For each line below that holds the word "radius", make a copy.

-- Data to use follows --

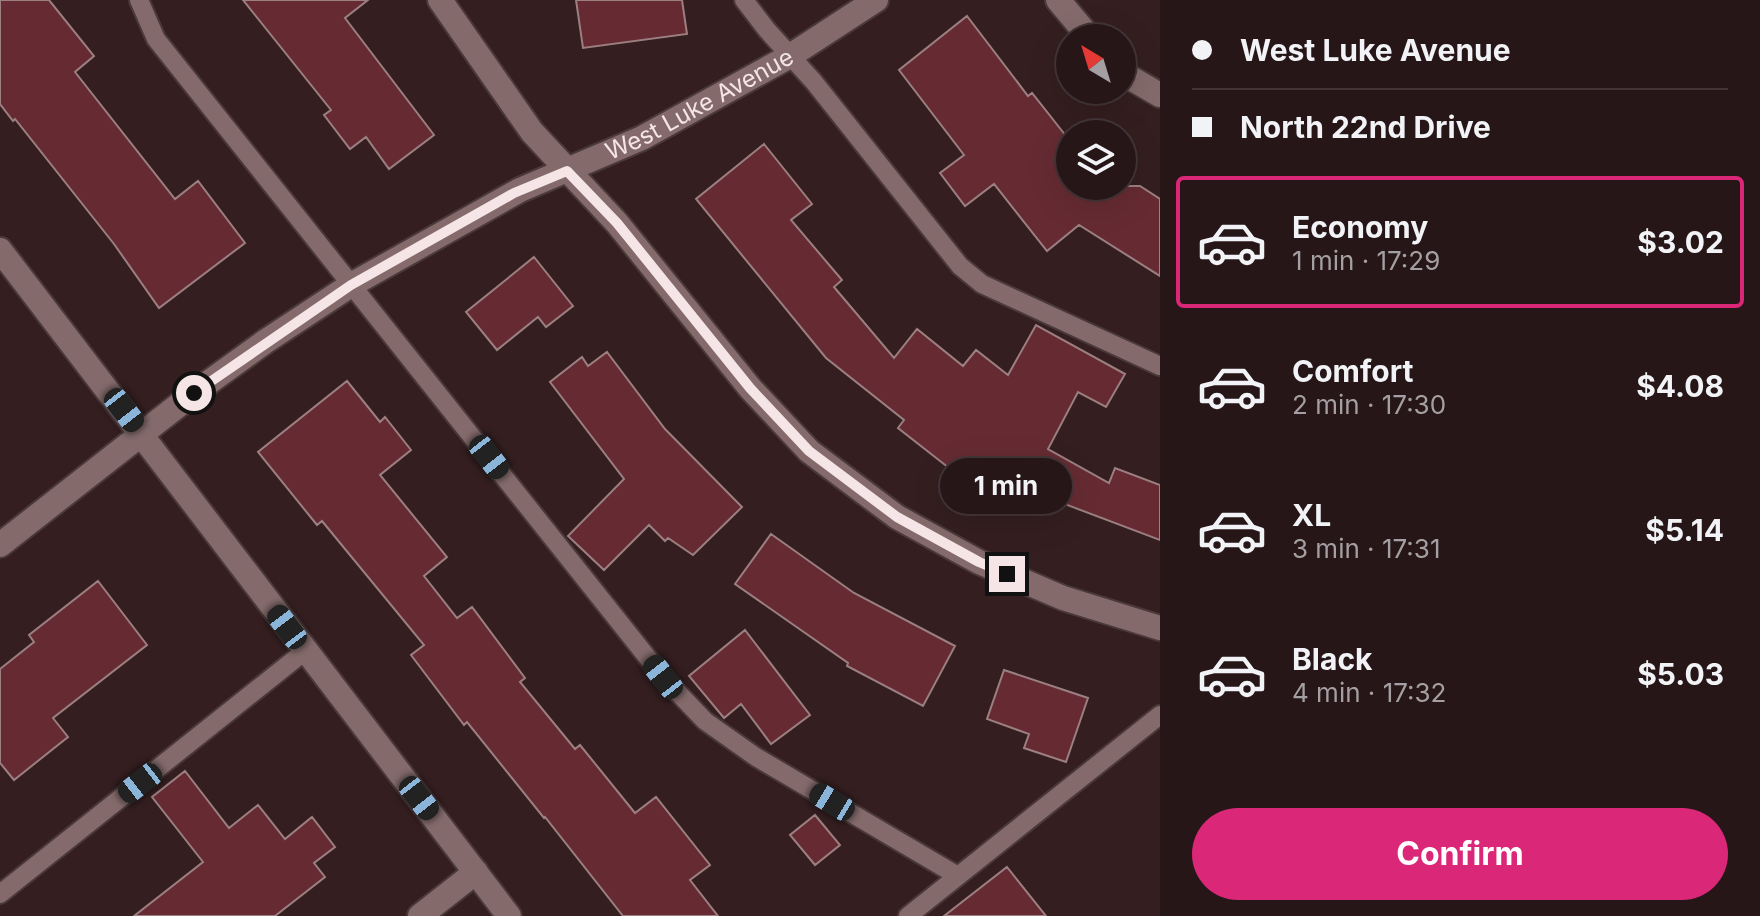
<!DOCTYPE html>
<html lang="en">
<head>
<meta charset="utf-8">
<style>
	body { margin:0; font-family:Inter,sans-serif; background:#332325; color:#f1f3f6; height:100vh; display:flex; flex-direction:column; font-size:30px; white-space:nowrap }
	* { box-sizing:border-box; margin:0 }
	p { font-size:26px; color:#a49fa2 }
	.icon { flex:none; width:44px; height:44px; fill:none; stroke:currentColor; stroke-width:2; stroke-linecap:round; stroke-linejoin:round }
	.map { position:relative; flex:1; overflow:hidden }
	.sheet { display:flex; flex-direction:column; background:#271618; width:600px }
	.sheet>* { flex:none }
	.guide { display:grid; align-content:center; height:176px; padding:0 32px; background:#271618 }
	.needle { width:52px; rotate:322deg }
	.buttons { position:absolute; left:1056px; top:24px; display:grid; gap:16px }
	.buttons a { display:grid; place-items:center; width:80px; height:80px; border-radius:50%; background:#271618; box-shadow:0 8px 32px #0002,0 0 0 2px #433537; font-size:40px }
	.end { position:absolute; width:36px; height:36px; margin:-18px; border:10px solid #f5e5e6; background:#111; box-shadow:0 0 0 4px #111 }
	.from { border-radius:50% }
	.bubble { position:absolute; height:56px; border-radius:28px; background:#271618; box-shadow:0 8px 32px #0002,0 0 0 2px #433537; font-size:26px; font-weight:700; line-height:56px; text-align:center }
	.car { position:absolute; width:24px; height:48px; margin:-24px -12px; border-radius:10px; box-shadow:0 0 6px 2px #0007; background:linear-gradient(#222 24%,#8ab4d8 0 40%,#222 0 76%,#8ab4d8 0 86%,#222 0) }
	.guide b { display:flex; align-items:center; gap:28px; height:76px; font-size:30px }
	.guide b+b { border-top:2px solid #433537 }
	.guide i { width:20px; height:20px; background:#f1f3f6 }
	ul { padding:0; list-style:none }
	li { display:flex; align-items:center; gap:24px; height:132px; margin:0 16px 12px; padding:0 16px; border:4px solid transparent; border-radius:8px }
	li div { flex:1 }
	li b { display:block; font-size:30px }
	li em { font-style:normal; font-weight:700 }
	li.on { border-color:#db2777 }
	li>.icon { width:72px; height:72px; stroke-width:1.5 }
	.action { display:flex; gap:16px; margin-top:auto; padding:16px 32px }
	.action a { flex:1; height:92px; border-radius:48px; background:#db2777; color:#fff; font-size:32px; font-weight:700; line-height:92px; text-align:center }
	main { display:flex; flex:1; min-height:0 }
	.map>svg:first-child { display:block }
	.building { fill:#662b32; stroke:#9b7f81; stroke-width:2 }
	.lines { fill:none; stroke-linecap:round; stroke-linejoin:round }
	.service-casing { stroke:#4b393a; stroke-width:22 }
	.minor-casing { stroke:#4b393a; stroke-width:28 }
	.tertiary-casing { stroke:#4b393a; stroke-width:28 }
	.service { stroke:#846a6b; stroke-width:18 }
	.minor { stroke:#846a6b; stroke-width:24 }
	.tertiary { stroke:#846a6b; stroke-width:24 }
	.route { stroke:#f5e5e6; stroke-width:10 }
	.labels { text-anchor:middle; stroke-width:7; stroke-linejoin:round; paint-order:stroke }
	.street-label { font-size:24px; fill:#f5e5e6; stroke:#341e20 }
</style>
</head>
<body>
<main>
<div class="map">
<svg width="1160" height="916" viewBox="0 0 1160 916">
	<rect width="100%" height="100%" fill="#341e20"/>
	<path class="building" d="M0 0H49L94 56 75 72 175 199 198 181 245 243 159 308 114 244 15 119 13 121 0 104Z
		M243 0H368L345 18 434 135 389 169 366 137 350 149 324 115 331 110Z
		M576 0H682L687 34 583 48Z
		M967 16 1028 96 1032 93 1070 141V186H1140L1160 199V276L1079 225 1047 251 994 184 965 206 940 173 964 155 899 70Z
		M764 144 812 204 791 220 842 280 834 287 894 358 917 329 963 366 976 350 1008 375 1036 325 1125 374 1106 407 1078 392 1048 449 1109 483 1115 468 1160 485V540L1062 503 1066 491 1042 481 1033 499 1014 489 1006 503 963 479 898 428 904 420 826 358 696 199Z
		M534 257 573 306 546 327 538 317 497 350 466 312Z
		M607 352 665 429 742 507 693 555 668 538 665 541 649 525 604 570 568 536 624 479 550 382 582 357 588 366Z
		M347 381 380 422 385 417 411 450 380 475 447 557 424 576 457 618 472 607 525 678 520 682 575 749 580 745 635 813 656 797 710 865 690 880 718 916H623L545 817 544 818 467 722 464 725 411 655 424 645 322 521 317 525 258 452Z
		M771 534 854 593 955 646 923 706 847 666 848 663 735 584Z
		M98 581 147 645 53 718 68 737 14 780 0 763V669L34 642 29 635Z
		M745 630 810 715 771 744 741 704 724 718 689 676Z
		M1004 670 1088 698 1066 762 1024 748 1029 734 987 719Z
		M185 771 229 828 258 805 285 839 312 817 335 847 314 863 325 877 275 916H134L203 862 152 797Z
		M815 815 840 845 815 865 790 835Z
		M1007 867 1046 916H944Z"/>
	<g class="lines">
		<defs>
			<path id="service" d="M139 0 156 39 663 677 705 721 756 757 958 876
				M744 0 767 30 814 82 960 266 982 284 1160 366
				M0 894 305 651
				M908 916 1160 715"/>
			<g id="minor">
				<path d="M440 0 532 132 617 223 750 388 809 451 897 517 979 562 1063 598 1160 628"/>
				<path d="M1058 0 1090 38"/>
				<path d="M1122 73 1160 95"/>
				<path id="s1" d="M0 545 194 393 266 341 351 285 520 190 642 138 790 56 876 0"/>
				<path d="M420 916 476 872"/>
			</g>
			<path id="tertiary" d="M0 250 509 916"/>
		</defs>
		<use href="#service" class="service-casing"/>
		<use href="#minor" class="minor-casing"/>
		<use href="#tertiary" class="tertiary-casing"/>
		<use href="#service" class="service"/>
		<use href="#minor" class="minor"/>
		<use href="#tertiary" class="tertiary"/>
	</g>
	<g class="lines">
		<path class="route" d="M194 393 351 285 514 193 567 171 617 223 750 388 809 451 897 517 979 562 1007 574"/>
	</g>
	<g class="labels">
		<g class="street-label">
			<text dy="8" stroke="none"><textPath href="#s1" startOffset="830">West Luke Avenue</textPath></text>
		</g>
	</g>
</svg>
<div class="buttons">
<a><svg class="needle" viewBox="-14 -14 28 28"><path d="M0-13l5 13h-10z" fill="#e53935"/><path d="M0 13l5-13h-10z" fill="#a49fa2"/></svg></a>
<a><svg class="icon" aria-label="layers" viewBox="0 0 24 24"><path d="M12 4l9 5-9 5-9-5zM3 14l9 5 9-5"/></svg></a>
</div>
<i class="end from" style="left:194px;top:393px"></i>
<i class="end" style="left:1007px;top:574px"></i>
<div class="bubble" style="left:940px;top:458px;width:132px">1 min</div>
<i class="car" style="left:124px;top:410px;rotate:142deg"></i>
<i class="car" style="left:489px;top:457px;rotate:142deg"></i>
<i class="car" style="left:287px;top:627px;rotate:323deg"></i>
<i class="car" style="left:663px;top:677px;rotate:322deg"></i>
<i class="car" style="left:140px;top:783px;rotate:232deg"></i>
<i class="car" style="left:419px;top:798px;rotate:142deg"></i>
<i class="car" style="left:832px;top:802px;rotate:301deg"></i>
</div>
<section class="sheet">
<div class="guide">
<b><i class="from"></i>West Luke Avenue</b>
<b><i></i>North 22nd Drive</b>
</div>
<ul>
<li class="on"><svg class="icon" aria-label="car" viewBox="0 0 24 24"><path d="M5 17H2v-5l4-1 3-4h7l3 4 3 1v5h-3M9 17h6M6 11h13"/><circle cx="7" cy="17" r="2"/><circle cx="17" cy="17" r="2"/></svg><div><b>Economy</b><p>1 min · 17:29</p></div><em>$3.02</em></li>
<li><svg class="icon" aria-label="car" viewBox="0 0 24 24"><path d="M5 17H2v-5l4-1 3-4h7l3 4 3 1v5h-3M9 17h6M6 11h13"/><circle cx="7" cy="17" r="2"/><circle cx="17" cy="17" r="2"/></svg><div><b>Comfort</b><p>2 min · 17:30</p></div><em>$4.08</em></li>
<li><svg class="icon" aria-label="car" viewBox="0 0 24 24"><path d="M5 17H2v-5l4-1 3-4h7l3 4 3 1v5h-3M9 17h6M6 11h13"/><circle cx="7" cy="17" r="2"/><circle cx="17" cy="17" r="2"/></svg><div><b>XL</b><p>3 min · 17:31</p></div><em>$5.14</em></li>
<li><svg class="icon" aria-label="car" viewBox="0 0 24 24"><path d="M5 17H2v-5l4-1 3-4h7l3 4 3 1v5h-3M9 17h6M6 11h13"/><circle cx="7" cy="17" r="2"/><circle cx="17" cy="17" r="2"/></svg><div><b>Black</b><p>4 min · 17:32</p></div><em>$5.03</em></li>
</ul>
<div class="action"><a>Confirm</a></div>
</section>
</main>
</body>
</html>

-- Data to use concluded --

• _Answer space_:
	.buttons a { display:grid; place-items:center; width:80px; height:80px; border-radius:50%; background:#271618; box-shadow:0 8px 32px #0002,0 0 0 2px #433537; font-size:40px }
	.from { border-radius:50% }
	.bubble { position:absolute; height:56px; border-radius:28px; background:#271618; box-shadow:0 8px 32px #0002,0 0 0 2px #433537; font-size:26px; font-weight:700; line-height:56px; text-align:center }
	.car { position:absolute; width:24px; height:48px; margin:-24px -12px; border-radius:10px; box-shadow:0 0 6px 2px #0007; background:linear-gradient(#222 24%,#8ab4d8 0 40%,#222 0 76%,#8ab4d8 0 86%,#222 0) }
	li { display:flex; align-items:center; gap:24px; height:132px; margin:0 16px 12px; padding:0 16px; border:4px solid transparent; border-radius:8px }
	.action a { flex:1; height:92px; border-radius:48px; background:#db2777; color:#fff; font-size:32px; font-weight:700; line-height:92px; text-align:center }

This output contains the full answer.